[Records from a data collection]
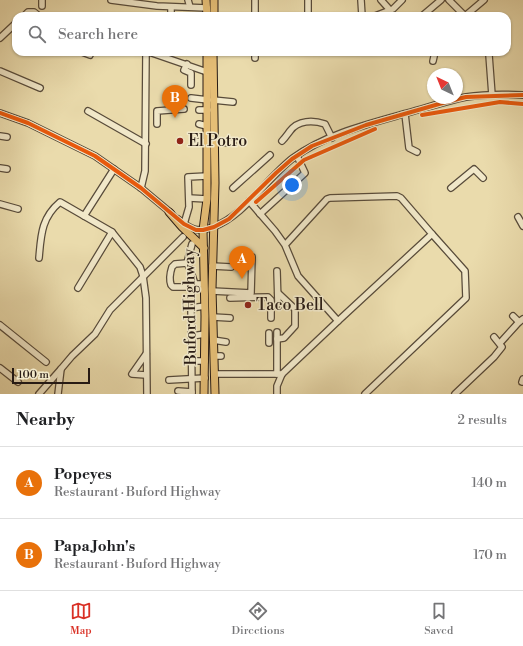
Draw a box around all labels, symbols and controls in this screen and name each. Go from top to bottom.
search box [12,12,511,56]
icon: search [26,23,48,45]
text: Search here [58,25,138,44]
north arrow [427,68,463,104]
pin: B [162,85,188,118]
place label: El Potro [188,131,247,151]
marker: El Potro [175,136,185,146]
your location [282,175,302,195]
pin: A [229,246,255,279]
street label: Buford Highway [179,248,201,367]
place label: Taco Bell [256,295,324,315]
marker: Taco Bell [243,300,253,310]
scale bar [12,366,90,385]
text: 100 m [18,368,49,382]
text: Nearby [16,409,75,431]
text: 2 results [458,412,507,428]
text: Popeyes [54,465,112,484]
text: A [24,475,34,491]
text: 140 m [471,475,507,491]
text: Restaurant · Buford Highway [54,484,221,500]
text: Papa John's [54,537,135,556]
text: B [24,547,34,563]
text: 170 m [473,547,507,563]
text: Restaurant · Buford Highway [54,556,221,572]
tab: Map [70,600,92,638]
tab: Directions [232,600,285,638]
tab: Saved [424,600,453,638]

* * *

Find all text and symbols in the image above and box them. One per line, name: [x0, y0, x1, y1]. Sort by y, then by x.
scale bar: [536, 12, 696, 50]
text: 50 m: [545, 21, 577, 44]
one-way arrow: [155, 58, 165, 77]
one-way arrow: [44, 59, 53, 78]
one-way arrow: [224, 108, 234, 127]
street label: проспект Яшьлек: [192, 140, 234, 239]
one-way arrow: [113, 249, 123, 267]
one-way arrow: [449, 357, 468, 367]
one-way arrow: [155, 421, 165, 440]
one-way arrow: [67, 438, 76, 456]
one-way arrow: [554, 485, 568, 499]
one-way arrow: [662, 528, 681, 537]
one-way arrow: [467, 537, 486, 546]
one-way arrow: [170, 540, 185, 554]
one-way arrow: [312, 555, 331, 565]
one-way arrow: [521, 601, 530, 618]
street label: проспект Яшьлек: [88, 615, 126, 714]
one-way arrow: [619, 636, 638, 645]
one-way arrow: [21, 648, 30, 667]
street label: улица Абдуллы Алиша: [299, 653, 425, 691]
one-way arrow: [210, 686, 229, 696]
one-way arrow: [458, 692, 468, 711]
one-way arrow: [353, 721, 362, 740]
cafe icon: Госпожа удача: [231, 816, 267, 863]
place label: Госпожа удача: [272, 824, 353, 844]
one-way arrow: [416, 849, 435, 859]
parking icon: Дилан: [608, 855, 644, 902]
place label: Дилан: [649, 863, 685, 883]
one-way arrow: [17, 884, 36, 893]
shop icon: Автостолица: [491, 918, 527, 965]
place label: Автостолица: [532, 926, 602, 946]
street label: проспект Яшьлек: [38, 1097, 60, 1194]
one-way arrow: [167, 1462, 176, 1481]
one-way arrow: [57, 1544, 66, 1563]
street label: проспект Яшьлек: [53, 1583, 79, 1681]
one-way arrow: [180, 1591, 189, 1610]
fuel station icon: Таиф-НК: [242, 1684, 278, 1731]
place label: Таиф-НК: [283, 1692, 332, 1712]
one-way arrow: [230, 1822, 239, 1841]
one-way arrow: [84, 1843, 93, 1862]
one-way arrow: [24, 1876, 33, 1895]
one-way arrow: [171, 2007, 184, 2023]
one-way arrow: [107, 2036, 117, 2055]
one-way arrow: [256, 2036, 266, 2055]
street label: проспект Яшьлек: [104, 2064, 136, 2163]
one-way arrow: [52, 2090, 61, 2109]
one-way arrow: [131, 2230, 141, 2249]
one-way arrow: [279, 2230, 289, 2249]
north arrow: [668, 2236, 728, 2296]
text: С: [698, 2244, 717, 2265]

> Instructions for the task
Where a line above holds the string "Госпожа", copy that line.

> Your response
cafe icon: Госпожа удача: [231, 816, 267, 863]
place label: Госпожа удача: [272, 824, 353, 844]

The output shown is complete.